We in Fine Gael accept the desire of all Members of this House to improve the lot of widows. We would hope that the Minister and the Government will not express any resentment of our motion or the tabling of the motion. I understand, indeed, that they intend to accept it. That is the right attitude and I certainly hope that will be the Minister's declaration. We are all politicians and by nature we are responsive to public demands.
The purpose of this Fine Gael motion proposed by Deputy Barry, seconded by Deputy O'Donnell, and supported by other speakers, including Deputy Joan Burke, herself a widow, is to bring pressure to bear on the Minister for Social Welfare so that, at this critical time of the year, he can go to his colleague, the Minister for Finance, and say: "Look, we are on the spot. We have had this motion passed unanimously in Dáil Éireann. This pressure is building up. The widows of Ireland are no longer prepared to accept the position of fourth, fifth or tenth class citizens. They ask that Irish society should now honour in the spirit as well as in the letter the declaration of our Constitution that family life must be respected and that they should get from Irish society the financial and other supports necessary to put them, deprived of the breadwinner, in as good a position as it is possible for Irish society to support."
We believe that the allowances which are now paid to young mothers who have families to rear are appalling. Because of the Fine Gael conviction that widows are grossly unprovided for, when we published our detailed statement on social welfare policy as far back as January, 1969, we proposed a minimum pension of £5 a week for widows, not that we regarded that then as being the optimum, but because we regarded it as being a goal which could be achieved in the short run. We regarded it as the bare minimum for a widow with, of course, equivalent benefits for children. It was also with the same limitations in mind but, at the same time, compelled by the necessities of the situation, that last December the Fine Gael Party resolved that the widows' contributory pension should be increased immediately from a minimum of £4 10s a week to £6 a week, with payments for all dependent children increased from 18s to £1 10s weekly.
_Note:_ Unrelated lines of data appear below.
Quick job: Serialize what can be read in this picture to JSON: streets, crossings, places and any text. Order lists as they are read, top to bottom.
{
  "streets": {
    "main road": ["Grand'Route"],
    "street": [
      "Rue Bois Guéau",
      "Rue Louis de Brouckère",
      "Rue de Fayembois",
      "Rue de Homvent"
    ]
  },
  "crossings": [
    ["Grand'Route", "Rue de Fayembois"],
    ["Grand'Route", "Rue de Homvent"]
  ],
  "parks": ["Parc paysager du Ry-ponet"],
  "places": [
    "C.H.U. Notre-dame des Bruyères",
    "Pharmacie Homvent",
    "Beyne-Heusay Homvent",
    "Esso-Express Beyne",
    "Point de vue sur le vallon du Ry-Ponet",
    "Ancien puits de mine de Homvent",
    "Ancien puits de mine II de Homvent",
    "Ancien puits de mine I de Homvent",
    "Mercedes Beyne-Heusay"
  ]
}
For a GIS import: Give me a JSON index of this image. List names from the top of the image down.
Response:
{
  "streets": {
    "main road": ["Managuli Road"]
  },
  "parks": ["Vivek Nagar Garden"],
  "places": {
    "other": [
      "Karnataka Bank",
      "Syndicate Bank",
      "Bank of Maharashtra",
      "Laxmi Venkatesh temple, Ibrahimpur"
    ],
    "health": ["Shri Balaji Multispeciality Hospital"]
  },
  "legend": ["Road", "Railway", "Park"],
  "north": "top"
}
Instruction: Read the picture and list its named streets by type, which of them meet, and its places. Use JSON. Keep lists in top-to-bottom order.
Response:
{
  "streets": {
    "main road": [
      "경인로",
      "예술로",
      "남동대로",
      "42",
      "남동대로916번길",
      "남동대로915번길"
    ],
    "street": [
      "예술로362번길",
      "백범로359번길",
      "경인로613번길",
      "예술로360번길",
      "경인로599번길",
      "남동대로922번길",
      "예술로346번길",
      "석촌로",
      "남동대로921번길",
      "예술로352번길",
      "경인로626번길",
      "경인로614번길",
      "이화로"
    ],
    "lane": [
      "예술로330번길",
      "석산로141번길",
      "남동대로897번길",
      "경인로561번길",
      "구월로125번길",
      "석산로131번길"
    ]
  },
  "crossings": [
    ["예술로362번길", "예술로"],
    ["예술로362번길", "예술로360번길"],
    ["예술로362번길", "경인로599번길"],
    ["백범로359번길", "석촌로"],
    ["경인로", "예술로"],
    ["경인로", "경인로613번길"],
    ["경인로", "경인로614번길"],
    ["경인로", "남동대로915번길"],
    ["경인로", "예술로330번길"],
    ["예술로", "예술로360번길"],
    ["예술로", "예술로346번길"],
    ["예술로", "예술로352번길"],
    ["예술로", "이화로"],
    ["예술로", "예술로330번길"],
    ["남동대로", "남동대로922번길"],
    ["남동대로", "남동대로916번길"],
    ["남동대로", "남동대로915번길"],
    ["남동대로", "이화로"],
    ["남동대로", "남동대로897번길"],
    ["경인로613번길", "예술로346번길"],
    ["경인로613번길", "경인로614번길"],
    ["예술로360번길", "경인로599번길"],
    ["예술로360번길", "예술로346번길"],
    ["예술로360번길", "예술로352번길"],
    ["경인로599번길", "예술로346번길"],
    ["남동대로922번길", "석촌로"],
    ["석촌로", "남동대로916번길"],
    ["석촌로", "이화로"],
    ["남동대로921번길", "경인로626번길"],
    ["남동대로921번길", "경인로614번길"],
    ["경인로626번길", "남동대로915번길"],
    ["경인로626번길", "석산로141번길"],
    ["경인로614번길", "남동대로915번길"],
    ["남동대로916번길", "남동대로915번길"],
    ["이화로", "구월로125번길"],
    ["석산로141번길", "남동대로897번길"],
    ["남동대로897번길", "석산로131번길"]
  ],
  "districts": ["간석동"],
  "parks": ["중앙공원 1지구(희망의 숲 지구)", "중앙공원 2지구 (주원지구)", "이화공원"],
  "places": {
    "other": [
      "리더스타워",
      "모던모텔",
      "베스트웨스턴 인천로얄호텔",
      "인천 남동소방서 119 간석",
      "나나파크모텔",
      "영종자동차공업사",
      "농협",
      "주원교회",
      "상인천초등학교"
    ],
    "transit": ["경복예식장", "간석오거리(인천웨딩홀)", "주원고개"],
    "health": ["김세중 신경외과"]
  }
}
In respect of non-contributory pensions, Fine Gael maintain that the minimum pension should be increased from £4 5s to £5 10s a week and that the support for children should be increased from 15s to £1 5s a week.
We appreciate that this will cost a great deal more money but we say that, if we are to have any respect for our society, we cannot ask our society to pay anything less to the widows and orphans in our midst. One of the least excusable scandals in our society is the provision in our law which drastically cuts or abolishes the non-contributory widow's pension if the widow earns more than £4 a week. That figure has been in application, if my recollection is correct, for a decade or more. When £4 a week represents less than two days pay that is a terribly mean means test to apply to widows. It surprises me, indeed, that the Department even bother to keep to such a paltry figure because it is so small as to discourage widows from taking even part-time employment to supplement what the State accepts as being an inadequate level of support for widows.
The Deputy from North County Dublin, Deputy P.J. Burke, took great delight in the humanitarian approach of the Dublin Health Authority which supplements inadequate State pensions for widows with payments from home assistance. I think he should feel a sense of shame that the Dublin Health Authority and other health authorities find it necessary to supplement State social welfare payments with home assistance. What is the definition of home assistance? It is a payment which is made by law to people who are unable by their own industry or other lawful means to pay for the necessities of life, food, clothing and shelter. The lawful means available to widows who are not working are their pensions. Here we have a situation in which local authorities find as a matter of law and fact that widows dependent on State pensions are unable by their own industry or other lawful means to provide for the necessities of life. Our society can do a great deal better than that and must live up to its responsibilities.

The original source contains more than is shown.